On Fri, 10 Aug 2007, Max Inux wrote:
Of course the CDN wouldn't know or care, it would however possibly lead to that user experiencing negative performance or availability outside the realm of the CDN's control. I know where we are we move things via dns atleast 2xTTL early, usually more, but emergency situations (i.e. taiwan earthquake, fiber cuts, oc192 outages etc.) would have serious negative implications for users or servers ignoring the TTL- it is sometimes set for a legitimate reason.
I'm sorry, I think you or I miscommunicated... What I was asking, as 'how does the CDN or CDN operator know that the recursive server is ignoring the TTL returned with the RR as opposed to client side issues?' Your response didn't really answer that part.

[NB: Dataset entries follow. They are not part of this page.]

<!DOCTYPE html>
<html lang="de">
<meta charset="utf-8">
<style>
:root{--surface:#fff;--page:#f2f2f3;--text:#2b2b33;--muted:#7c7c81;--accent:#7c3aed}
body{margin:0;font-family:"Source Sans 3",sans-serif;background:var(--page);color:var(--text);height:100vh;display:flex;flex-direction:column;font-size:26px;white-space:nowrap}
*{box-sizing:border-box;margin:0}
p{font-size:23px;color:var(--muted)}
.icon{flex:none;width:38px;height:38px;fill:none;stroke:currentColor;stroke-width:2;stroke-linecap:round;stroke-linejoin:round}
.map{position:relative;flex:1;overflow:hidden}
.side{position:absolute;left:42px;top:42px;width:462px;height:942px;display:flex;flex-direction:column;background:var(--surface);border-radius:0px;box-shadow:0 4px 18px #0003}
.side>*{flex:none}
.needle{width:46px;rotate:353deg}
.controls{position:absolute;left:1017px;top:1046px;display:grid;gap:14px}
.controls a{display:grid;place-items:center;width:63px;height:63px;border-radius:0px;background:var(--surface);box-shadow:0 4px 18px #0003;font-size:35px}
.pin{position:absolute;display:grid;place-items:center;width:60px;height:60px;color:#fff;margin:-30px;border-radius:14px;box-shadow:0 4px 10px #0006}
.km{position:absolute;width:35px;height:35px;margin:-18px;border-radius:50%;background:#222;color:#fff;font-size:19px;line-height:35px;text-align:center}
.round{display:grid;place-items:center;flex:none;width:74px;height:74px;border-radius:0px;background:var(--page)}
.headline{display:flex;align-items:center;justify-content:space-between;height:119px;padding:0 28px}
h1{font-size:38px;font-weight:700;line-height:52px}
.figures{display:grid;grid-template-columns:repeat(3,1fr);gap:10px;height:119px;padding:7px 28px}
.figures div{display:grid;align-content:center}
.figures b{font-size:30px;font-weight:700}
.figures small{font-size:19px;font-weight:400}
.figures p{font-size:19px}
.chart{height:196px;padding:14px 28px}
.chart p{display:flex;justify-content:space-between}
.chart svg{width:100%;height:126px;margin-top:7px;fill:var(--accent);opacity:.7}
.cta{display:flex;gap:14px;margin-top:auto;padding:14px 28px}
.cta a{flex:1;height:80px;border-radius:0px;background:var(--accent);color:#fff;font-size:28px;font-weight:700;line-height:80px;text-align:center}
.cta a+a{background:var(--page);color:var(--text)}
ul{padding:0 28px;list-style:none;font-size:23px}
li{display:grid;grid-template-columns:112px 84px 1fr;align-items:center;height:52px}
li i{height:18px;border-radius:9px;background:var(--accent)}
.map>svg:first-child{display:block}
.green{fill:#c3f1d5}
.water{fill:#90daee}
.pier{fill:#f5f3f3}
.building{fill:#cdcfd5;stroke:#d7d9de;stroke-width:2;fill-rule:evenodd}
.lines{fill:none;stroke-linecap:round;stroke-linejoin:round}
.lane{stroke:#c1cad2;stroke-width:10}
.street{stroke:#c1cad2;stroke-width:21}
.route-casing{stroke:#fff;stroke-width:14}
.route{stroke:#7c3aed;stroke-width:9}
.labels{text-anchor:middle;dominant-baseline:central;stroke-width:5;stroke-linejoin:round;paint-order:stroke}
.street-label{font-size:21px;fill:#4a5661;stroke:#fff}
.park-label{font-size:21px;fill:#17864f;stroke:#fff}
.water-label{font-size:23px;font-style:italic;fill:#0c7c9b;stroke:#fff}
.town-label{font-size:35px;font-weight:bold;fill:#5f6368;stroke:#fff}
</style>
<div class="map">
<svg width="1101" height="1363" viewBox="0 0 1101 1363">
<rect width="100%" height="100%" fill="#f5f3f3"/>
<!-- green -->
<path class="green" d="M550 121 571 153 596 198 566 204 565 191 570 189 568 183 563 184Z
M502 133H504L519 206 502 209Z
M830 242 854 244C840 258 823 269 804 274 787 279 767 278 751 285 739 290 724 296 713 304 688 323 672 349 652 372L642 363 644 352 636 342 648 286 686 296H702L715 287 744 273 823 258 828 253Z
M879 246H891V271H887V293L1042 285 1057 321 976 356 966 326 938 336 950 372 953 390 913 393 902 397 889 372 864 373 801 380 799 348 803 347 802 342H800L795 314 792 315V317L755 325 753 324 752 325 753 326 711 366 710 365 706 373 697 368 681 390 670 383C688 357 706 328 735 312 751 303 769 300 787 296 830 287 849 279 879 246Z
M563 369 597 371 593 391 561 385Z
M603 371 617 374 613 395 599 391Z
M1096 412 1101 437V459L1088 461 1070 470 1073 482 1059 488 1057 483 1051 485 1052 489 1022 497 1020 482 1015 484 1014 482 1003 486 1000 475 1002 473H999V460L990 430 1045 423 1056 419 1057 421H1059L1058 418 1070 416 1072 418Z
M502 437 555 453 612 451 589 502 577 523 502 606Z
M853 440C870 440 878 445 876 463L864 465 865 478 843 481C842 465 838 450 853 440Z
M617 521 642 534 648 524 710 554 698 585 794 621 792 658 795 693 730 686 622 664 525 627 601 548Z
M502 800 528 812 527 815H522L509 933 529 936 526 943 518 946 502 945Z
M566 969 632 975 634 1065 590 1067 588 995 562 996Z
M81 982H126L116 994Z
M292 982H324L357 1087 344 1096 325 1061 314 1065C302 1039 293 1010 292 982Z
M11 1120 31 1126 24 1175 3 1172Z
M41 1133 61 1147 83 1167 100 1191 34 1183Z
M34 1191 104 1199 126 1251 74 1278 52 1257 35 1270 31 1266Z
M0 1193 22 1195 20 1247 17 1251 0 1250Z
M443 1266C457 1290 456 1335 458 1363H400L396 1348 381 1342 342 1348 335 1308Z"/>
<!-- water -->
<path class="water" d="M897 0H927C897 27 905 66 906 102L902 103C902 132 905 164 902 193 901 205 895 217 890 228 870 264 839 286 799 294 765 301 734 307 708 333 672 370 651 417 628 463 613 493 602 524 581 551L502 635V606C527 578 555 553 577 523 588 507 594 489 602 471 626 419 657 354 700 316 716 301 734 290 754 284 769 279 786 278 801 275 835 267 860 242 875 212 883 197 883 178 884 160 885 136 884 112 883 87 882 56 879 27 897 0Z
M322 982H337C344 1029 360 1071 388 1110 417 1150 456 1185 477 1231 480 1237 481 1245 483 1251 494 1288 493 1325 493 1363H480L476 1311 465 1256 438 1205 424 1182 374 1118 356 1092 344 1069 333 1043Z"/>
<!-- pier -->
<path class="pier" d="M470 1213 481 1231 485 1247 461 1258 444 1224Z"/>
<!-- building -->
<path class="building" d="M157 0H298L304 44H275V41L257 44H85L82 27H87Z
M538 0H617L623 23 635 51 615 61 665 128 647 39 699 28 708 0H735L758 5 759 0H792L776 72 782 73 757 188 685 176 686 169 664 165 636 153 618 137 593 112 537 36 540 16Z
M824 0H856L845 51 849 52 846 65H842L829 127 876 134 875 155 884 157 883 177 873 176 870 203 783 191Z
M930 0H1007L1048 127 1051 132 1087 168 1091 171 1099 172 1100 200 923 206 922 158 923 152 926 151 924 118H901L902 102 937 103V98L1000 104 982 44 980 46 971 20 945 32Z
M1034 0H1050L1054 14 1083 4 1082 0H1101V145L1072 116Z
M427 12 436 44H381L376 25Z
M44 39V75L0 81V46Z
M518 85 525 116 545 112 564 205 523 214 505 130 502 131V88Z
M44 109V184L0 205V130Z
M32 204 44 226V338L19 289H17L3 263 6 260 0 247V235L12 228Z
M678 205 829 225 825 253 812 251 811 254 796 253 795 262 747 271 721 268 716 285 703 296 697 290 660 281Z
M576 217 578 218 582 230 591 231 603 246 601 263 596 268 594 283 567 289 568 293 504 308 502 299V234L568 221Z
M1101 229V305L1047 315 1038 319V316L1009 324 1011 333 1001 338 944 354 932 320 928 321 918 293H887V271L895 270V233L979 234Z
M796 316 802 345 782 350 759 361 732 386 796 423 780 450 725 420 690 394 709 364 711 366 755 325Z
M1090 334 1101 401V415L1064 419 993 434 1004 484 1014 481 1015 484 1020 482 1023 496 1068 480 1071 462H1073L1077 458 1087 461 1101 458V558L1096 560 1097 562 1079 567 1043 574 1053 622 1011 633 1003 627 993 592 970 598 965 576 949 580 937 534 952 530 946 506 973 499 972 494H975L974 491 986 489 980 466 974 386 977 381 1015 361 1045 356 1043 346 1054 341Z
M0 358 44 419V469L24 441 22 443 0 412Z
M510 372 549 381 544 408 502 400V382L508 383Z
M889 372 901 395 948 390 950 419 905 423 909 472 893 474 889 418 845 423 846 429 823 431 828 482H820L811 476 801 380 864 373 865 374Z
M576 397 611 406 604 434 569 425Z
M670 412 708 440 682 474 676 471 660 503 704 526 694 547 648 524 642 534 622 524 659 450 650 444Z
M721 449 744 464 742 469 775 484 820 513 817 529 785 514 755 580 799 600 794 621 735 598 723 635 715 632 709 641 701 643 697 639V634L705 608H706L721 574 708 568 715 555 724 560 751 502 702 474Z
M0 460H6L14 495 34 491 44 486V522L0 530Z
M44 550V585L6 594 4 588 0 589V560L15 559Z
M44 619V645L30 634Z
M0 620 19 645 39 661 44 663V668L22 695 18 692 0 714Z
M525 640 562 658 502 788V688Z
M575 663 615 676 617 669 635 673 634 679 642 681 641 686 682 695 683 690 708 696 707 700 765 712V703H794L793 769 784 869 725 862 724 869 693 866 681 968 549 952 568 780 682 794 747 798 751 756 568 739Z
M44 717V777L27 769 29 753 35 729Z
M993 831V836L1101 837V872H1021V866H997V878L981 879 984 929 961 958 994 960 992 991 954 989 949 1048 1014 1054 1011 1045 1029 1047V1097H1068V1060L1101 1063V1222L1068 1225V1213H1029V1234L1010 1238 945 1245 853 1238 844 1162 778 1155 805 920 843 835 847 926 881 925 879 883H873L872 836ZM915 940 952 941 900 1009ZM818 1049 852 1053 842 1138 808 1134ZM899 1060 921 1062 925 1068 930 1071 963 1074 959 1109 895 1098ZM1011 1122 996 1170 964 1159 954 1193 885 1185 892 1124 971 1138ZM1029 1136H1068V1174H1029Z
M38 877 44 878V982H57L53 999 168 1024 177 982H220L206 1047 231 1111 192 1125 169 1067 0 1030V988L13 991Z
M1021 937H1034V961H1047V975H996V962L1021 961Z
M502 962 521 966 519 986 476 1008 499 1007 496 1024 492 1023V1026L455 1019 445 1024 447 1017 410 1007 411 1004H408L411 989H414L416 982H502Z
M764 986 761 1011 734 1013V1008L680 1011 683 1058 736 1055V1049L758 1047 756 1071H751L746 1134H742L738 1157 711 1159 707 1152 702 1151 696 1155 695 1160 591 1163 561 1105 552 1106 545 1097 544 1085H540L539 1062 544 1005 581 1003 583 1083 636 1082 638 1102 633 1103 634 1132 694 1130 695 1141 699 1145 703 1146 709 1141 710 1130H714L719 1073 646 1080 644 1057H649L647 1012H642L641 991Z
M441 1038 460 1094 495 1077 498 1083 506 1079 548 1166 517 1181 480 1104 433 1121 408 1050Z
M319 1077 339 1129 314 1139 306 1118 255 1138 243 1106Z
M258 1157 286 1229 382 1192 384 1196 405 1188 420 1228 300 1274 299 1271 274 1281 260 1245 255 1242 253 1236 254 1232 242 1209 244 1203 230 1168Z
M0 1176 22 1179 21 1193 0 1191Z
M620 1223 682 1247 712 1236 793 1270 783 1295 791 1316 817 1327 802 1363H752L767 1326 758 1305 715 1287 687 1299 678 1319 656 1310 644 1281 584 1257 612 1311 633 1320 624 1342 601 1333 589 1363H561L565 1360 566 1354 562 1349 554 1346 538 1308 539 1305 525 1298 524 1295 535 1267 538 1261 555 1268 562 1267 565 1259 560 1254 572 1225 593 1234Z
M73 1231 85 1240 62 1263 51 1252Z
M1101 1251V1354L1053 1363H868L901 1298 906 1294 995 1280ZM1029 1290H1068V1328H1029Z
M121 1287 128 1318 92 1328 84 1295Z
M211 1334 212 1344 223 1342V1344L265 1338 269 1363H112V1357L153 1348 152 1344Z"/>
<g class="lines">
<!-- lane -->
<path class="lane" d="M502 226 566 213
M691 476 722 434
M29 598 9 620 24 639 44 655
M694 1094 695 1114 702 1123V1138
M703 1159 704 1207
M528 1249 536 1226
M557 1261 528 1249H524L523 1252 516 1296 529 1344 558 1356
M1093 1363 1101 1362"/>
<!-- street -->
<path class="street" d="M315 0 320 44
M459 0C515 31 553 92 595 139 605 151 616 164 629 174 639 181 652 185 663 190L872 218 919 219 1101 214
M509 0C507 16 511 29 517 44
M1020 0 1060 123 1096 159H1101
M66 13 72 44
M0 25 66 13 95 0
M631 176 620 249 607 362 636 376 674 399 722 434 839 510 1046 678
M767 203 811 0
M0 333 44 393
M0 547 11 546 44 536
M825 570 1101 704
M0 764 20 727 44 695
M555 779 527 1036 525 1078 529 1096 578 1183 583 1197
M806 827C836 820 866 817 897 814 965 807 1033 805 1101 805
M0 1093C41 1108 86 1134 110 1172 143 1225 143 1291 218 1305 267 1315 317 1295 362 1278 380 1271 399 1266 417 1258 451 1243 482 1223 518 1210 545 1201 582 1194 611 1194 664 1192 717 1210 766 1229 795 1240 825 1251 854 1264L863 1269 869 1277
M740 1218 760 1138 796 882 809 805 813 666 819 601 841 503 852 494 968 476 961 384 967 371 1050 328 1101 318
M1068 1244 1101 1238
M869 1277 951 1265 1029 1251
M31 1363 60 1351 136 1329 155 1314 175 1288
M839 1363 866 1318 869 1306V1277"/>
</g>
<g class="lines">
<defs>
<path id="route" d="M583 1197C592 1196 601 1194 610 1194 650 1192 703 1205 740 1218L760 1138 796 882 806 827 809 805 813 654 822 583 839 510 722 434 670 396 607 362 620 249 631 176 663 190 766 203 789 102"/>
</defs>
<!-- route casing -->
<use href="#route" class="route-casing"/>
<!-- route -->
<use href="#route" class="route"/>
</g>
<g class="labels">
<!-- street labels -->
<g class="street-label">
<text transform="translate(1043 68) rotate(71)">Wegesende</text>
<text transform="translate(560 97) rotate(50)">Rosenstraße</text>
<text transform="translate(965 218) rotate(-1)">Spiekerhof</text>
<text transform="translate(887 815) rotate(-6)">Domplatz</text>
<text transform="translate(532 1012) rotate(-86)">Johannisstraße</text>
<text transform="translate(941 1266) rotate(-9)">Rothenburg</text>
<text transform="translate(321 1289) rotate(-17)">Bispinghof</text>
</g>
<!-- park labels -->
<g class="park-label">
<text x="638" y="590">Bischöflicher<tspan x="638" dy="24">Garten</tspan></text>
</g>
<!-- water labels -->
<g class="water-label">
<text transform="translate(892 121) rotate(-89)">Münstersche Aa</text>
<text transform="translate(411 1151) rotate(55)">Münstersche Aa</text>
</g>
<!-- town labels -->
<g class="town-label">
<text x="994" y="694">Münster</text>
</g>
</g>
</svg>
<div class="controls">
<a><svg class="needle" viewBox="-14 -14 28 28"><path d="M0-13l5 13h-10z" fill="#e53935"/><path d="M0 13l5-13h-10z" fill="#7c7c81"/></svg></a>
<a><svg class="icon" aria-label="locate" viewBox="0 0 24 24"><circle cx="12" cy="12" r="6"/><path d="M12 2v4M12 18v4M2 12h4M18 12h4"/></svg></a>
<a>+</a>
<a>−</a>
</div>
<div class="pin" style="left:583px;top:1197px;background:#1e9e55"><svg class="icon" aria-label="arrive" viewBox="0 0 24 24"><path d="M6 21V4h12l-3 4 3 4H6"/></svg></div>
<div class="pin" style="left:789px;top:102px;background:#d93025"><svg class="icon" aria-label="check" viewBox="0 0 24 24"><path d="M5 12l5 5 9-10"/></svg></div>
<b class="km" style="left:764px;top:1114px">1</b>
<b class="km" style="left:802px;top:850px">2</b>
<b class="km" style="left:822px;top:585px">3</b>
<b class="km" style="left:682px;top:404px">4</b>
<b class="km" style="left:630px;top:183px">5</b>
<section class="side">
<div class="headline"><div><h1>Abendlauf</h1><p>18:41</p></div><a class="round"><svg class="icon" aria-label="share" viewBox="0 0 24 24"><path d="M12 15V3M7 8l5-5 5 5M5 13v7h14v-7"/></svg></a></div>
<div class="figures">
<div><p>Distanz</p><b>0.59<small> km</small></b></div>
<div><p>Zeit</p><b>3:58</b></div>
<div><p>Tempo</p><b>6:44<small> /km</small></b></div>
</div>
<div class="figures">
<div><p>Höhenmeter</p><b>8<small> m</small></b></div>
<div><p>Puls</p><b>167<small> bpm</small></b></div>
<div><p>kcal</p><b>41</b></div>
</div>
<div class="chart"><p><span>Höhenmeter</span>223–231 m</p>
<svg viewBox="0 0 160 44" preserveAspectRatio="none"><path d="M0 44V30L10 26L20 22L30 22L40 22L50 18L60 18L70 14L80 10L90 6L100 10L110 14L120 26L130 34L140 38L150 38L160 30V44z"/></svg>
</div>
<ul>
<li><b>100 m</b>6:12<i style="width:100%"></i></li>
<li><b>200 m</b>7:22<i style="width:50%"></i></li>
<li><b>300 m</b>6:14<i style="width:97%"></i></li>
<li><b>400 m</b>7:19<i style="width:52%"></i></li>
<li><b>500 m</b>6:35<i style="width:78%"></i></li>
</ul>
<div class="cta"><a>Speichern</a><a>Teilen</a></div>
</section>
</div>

I ask because you seem to have data proving ( to some extent ) that 'many nameservers ignore ttls', I was curious how you'd gathered that, and how you'd know that the nameservers (aside from querying them directly) were ignoring TTLs on RRs. Thanks.
On Aug 10, 2007, at 6:22 PM, Chris L. Morrow wrote:
On Aug 10, 2007, at 9:13 AM, Max Inux wrote:
Working for a content delivery network I can tell you that there are many nameservers ignoring TTL that affect many users (AOL being the largest american one). Coincidentally AOL users aren't
So, I'd also ask this, do you know it's the recursive server, or is the behavior that you see related more to the application caching and not respecting the TTL? (IE for instance and it's default 30 minute, I think, ttl).
How does a CDN tell the recursive server is doing this vice the client app?